** WORK ORDER **
Output the first line below and each one after it, exactly, up to and including the line holding "position:absolute; left:850px; top:952px;". Pictures should not be copied.

[[ PROVIDED INFORMATION open ]]

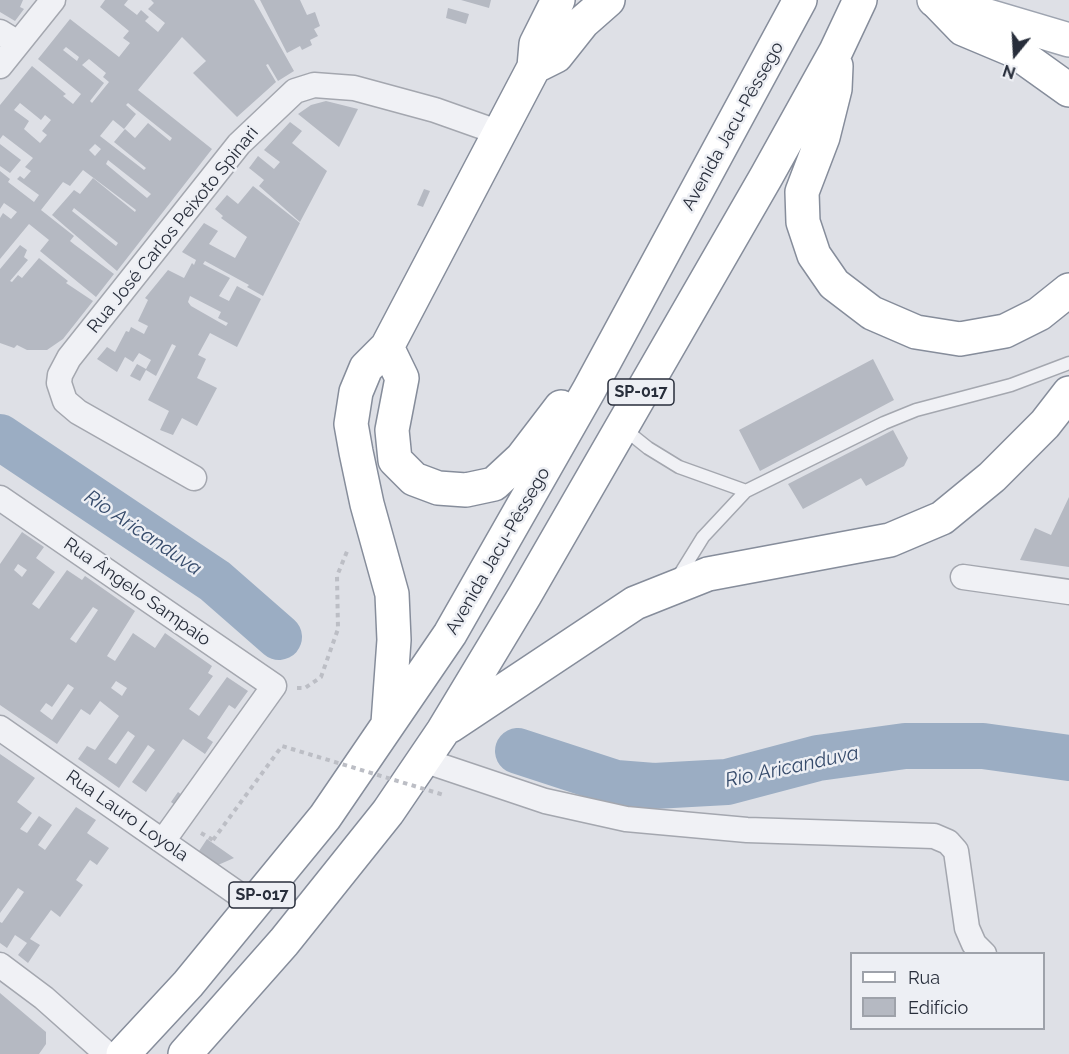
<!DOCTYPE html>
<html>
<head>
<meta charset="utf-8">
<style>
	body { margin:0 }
	#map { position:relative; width:1069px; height:1054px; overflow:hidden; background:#dee0e6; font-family:Raleway,sans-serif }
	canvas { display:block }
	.legend { position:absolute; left:850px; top:952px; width:195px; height:78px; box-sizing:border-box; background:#edeff4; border:2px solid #9ea2aa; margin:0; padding:8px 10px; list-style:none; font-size:18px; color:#282e3b }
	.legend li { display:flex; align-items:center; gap:12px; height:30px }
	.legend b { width:30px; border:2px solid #9ea2aa }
	.north { position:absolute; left:985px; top:24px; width:60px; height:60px; -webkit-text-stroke:4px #edeff4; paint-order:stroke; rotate:198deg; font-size:16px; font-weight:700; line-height:24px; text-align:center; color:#282e3b }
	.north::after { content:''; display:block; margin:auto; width:21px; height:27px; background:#282e3b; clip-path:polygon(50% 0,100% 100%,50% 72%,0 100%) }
</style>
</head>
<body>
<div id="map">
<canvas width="1069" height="1054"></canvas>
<ul class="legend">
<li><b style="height:8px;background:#fff"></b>Rua</li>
<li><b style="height:16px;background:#b5b9c2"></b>Edifício</li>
</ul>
<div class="north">N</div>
</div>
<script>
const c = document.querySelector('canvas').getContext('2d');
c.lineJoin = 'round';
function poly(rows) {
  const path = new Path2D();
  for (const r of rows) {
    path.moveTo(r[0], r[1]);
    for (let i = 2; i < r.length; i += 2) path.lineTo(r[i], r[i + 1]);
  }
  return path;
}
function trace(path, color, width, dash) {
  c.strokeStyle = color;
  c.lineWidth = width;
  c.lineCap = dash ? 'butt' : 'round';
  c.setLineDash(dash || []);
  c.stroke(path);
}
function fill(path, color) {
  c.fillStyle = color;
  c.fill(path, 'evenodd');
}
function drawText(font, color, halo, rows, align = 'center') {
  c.font = font + ' Raleway,sans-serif';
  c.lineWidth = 5;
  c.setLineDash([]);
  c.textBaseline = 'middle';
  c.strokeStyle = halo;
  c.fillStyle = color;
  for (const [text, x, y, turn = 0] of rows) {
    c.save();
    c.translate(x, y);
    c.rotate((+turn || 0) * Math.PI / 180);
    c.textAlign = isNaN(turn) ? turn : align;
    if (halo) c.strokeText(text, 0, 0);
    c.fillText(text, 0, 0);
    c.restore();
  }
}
trace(poly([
	[0,437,215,581,279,637],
	[518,751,616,783,654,786,727,782,818,758,905,746,983,746,1069,758]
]), '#9badc3', 46);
fill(poly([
	[0,0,23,0,20,7,24,9,15,21,0,12],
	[105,0,128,0,124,5,137,15,141,10,149,17,145,21,158,32,165,23,148,9,154,3,151,0,254,0,294,71,278,81,268,64,266,65,276,82,237,117,193,73,206,61,182,37,138,90,212,149,117,271,52,215,74,190,80,194,93,178,135,212,136,210,83,170,70,186,63,182,41,210,74,236,70,241,75,245,114,274,96,297,40,251,49,240,29,224,0,259,0,218,3,213,11,219,17,212,4,203,0,209,0,171,10,179,8,182,34,202,39,195,17,179,20,176,24,179,31,171,25,167,33,158,3,135,0,139,0,105,32,66,66,94,63,96,73,104,81,94,38,59,70,19,119,57,130,43,123,38,129,31,100,7],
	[66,47,79,57,77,61,63,50],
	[89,59,106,73,103,77,109,82,92,103,90,101,104,83,82,65],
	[20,103,41,120,45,115,51,120,42,131,47,135,40,143,24,129,29,121,14,110],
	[128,103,172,138,170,141,148,123,135,138,125,129,114,142,146,168,144,170,100,136,113,120,124,129,136,114,126,105],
	[95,144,101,149,95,156,89,150],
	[108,160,151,194,147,198,106,164],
	[74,208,118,243,116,246,72,211],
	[260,0,300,0,307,15,315,12,320,26,314,29,318,36,310,40,312,45,302,50,300,46,287,53],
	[461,0,491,0,489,8],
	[448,8,469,14,466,24,446,18],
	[326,101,358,109,339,147,298,114,311,105],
	[290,122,302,131,292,143,327,171,300,222,259,186,264,180,249,168,258,156,274,169,280,162,264,150],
	[0,144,21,160,10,173,0,166],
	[253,186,300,223,263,296,247,287,249,285,205,261,203,264,230,278,219,296,229,301,237,286,261,299,237,347,210,333,198,355,206,359,197,378,217,388,197,426,182,418,173,435,160,430,169,411,148,400,176,346,172,344,156,376,146,370,140,381,130,376,137,364,146,369,151,360,139,353,133,362,125,357,117,372,97,359,107,347,115,352,126,331,129,332,131,327,144,334,148,326,138,321,148,300,145,298,168,270,184,278,192,263,194,265,196,260,182,252,204,223,218,231,209,244,235,258,247,237,221,218,223,216,215,209,227,195,238,204],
	[190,296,221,312,218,318,228,323,226,326,191,306,188,302],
	[424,189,430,191,423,207,417,205],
	[20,245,27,250,24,257,28,260,10,281,12,282,18,275,22,278,39,258,68,281,66,283,93,301,63,339,47,350,27,350,17,345,14,348,0,343,0,269],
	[873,359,894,400,760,471,739,430],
	[893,430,908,458,904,466,866,486,861,478,803,509,788,484],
	[1069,497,1069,567,1020,560,1035,528,1051,535],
	[22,532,44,547,36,558,55,572,32,604,39,609,67,570,82,580,85,576,135,611,107,656,115,661,133,633,155,648,165,633,212,666,208,673,213,676,189,709,199,716,227,677,248,691,235,709,229,705,207,738,213,742,205,754,183,739,146,792,132,782,155,750,148,745,119,788,78,759,87,746,95,750,119,716,100,701,90,715,81,709,57,744,0,705,0,564],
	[18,564,27,570,22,577,14,570],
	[93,607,98,610,76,643,70,639],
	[116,681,127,688,122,696,111,688],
	[68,684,74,688,52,720,40,711,46,703,52,707],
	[128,731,135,736,116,764,108,759],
	[0,754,35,778,17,802,32,813,20,829,27,833,39,816,52,825,38,845,45,850,76,807,96,820,87,833,109,848,97,865,90,860,76,880,83,885,60,917,51,910,30,939,40,945,28,963,18,955,27,943,15,935,7,948,0,943,0,922,2,923,24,892,18,888,0,913],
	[178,792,182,795,175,805,171,802],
	[207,839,234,858,218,865,199,851],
	[0,993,46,1032,46,1044,39,1054,0,1054]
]), '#b5b9c2');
const lane = poly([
	[623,428,648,448,679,467,746,491],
	[677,579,703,537,746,491,884,423,916,410,1011,385,1069,363]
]);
const street = poly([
	[0,32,18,43],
	[0,66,53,0],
	[194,478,78,412,65,401,59,383,60,375,69,358,239,144,295,91,314,85,354,88,435,110,500,133],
	[0,498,274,686,163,841],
	[963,577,1069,592],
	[0,728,254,905],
	[423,760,545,801,626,819,747,830,934,836,948,842,956,851,967,928,974,944,984,954],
	[0,965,44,998,107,1054]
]);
const primary = poly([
	[934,0,1069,40]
]);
const highway = poly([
	[935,0,963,29,1013,50,1069,90],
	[836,66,835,89,823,137,802,192,803,222,814,255,834,284,872,313,916,332,960,339,1005,331,1039,314,1069,290],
	[534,67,556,56,583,22,608,0],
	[387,347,402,378,392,430,395,460,414,479,438,488,466,490,494,484,522,458,561,407],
	[388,723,394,640,392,594,367,504,356,452,351,424,356,392,366,368,387,347,534,67,536,44,558,0],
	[450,726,635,603,708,574,890,540,942,518,992,477,1045,424,1069,393],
	[123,1054,188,984,325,817,450,634,589,390,800,0],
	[185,1054,284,942,388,812,443,731,525,595,766,177,836,51,860,0]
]);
trace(lane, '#a4a7af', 15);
trace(street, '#a4a7af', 27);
trace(primary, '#9ea4b0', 36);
trace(highway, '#868d9b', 36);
trace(poly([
	[297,688,305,688,321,677,338,629,337,576,348,549],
	[201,833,213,840]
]), '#bcbec5', 4, [4.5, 4.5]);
trace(lane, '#f0f1f5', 12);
trace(street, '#f0f1f5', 24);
trace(primary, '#fff', 33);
trace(highway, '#fff', 33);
trace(poly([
	[213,840,282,746,444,795]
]), '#bcbec5', 4, [4.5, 4.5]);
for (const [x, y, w] of [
	[641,392,66],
	[262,895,66]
]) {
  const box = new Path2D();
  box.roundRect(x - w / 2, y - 13, w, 26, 4.5);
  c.fillStyle = '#edeff4';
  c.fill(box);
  trace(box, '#282e3b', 1.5);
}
drawText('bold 16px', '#282e3b', null, [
	["SP-017",641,392],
	["SP-017",262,895]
]);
drawText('18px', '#282e3b', '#edeff4', [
	["Avenida Jacu-Pêssego",733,126,-61],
	["Rua José Carlos Peixoto Spinari",173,230,-51],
	["Avenida Jacu-Pêssego",498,551,-60],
	["Rua Ângelo Sampaio",137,592,35],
	["Rua Lauro Loyola",127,816,35]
]);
drawText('italic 20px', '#364b6b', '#edeff4', [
	["Rio Aricanduva",143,533,34],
	["Rio Aricanduva",792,767,-12]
]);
</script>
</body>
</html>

[[ PROVIDED INFORMATION closed ]]

** ANSWER BELOW **
<!DOCTYPE html>
<html>
<head>
<meta charset="utf-8">
<style>
	body { margin:0 }
	#map { position:relative; width:1069px; height:1054px; overflow:hidden; background:#dee0e6; font-family:Raleway,sans-serif }
	canvas { display:block }
	.legend { position:absolute; left:850px; top:952px; width:195px; height:78px; box-sizing:border-box; background:#edeff4; border:2px solid #9ea2aa; margin:0; padding:8px 10px; list-style:none; font-size:18px; color:#282e3b }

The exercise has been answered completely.